Kasus BLBI: Penghapusan Hutang Petambak atas Dasar Keamanan

Kamis, 16 Agustus 2018 – 19:48 WIB
Pengambilan sumpah para saksi dalam persidangan dugaan korupsi terkait penerbitan SKL BLBI untuk obligor Sjamsul Nursalim dengan terdakwa eks Ketua BPPN Syafruddin A Temenggung di Pengadilan Tipikor Jakarta Pusat. Foto: Ist.

jpnn.com, JAKARTA - Mantan Sekretaris Kabinet Bambang Kesowo mengakui bahwa keputusan penghapusan utang petani tambak udang di bank beku operasi (BBO) Bank BDNI diambil pada saat sidang kabinet terbatas 11 Februari 2004 yang dipimpin oleh Presiden Megawati Soekarnoputri.

Namun, menurut dia, sidang itu diagendakan bukan atas permintaan Komite Kebijakan Sektor Keungan (KKSK) dan bukan dalam rangka penyelesaian kewajiban BLBI BDNI, tapi atas usulan aparat keamanan sebagai antisipasi untuk menjaga tidak meluasnya gejolak sosial saat itu.

BACA JUGA: Sidang Kasus BLBI: Ahli Sebut Penghapusbukuan Bukan Kerugian

“Perlu saya tekankan, rapat terbatas saat itu diagenda bukan atas usulan KKSK, tapi oleh aparat keamanan dan intelijen,” kata Bambang dalam kesaksiannya di sidang lanjutan SKL dengan terdakwa Ketua BPPN Syafrudin Arsyad Temenggung (SAT) di Pengadian Tipikor Jakarta, Kamis (16/8).

Bambang mengatakan, pada saat itu petani tambak sedang mengalami kesulitan berat karena devaluasi rupiah yang membuat hutang mereka membengkak dan ditambah suku bunga yang amat tinggi terus berjalan. Sehingga, mereka tidak mampu membayar kewajiban cicilan kredit mereka ke bank.

BACA JUGA: Ini Dasar BPPN Terbitkan SKL untuk Sjamsul Nursalim

Inilah yang membuat pertani resah hingga menimbulkan kerusuhan sosial ekonomi yang dikhawatirkan berpotensi menjadi semakin meluas di tengah krisis saat itu. Atas pertimbangan itulah, kemudian aparat keamanan meminta ada sidang kabinet untuk membahas masalah kredit petani tambak ini.

“Jadi rapat itu tidak ada kaitannya dengan peneyelesaian BLBI, tapi lebih pada kepentingan dan pertimbangan keamanan,” kata Bambang.
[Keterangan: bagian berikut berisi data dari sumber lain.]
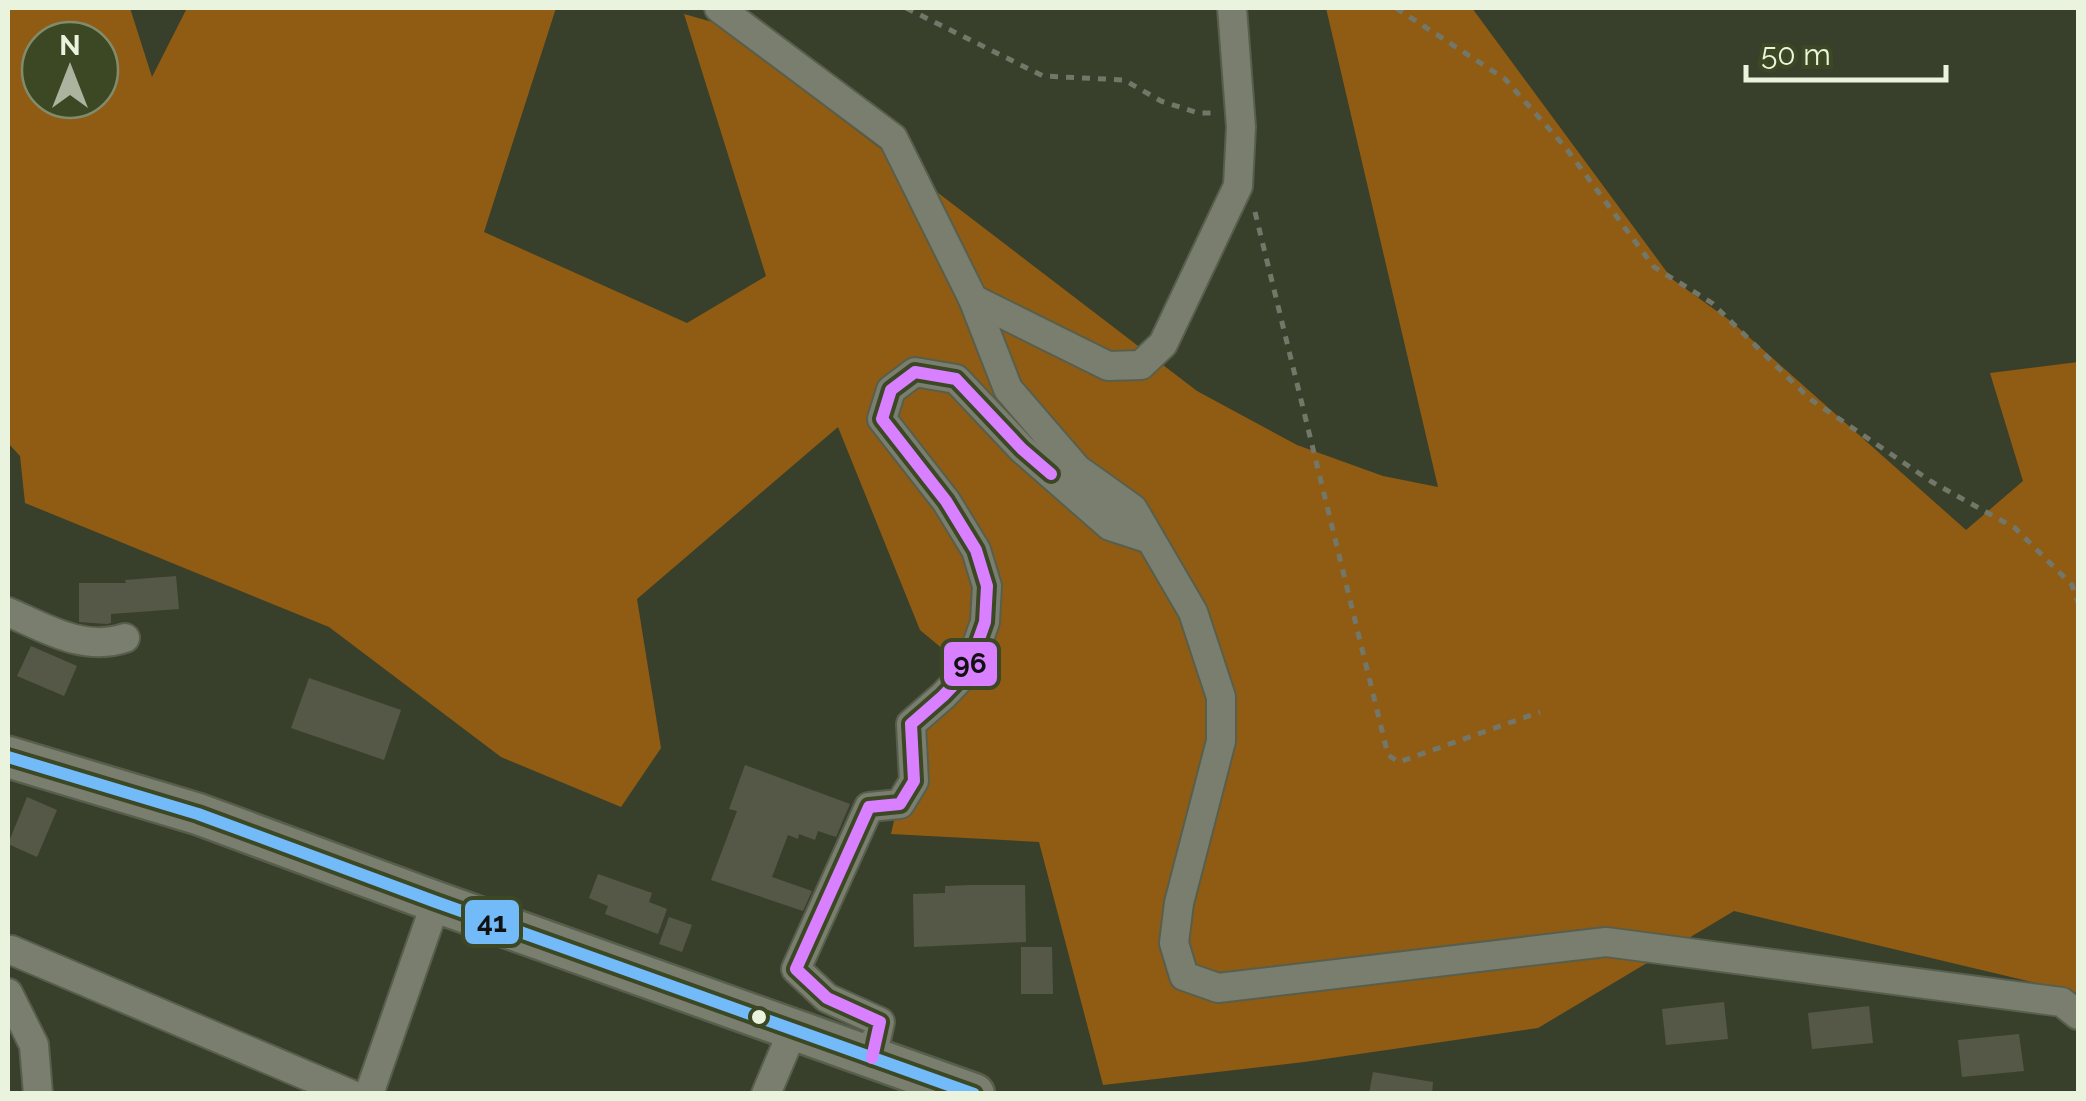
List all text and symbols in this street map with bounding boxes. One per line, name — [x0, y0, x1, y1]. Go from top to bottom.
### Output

BACA JUGA: Tidak Ada Misrepresentasi, Kewajiban SN Sudah Dipenuhi

Berkaitan dengan hal tersebut, dalam rapat itu dibahas jalan keluar untuk mengatasi masalah utang sekitar lebih dari 11.000 petani tambak ini.

Disadari, bahwa beban petani sudah sangat berat, maka untuk itu dicarikan jalan keluar untuk mengurangi bebannya. Caranya adalah dengan menghapus-bukukan sebagian kewajiban utang petani tersebut.

Pada saat itu diputuskan dari Rp 3,9 triliun menjadi Rp 1,1 triliun atau masing-masing menjadi Rp 100 juta per orang.

Menurut Bambang, sesuai dengan kewenangannya, BPPN sebagai badan khusus bisa langsung melakukan write off aset-aset atau kredit bank yang telah dilimpahkannya kepada lembaga itu yaitu bank beku operasi (BBO), bank take over (BTO) dan bank dalam likuidasi.

Namun dalam hal petani tambak ini, keputusan write off diambil dalam sidang kabinet, antara lain karena didasari kebutuhan menghindari gejolak sosial yang lebih luas.

Menjawab pertanyaan penasehat hukum terdakwa Yusri Ihza Mahendra tentang apakah Presiden Megawati pada saat itu menyetujui keputusan write off utang petani tambak ini, Bambang mengatakan, dalam pemahamannya presiden menyetujui.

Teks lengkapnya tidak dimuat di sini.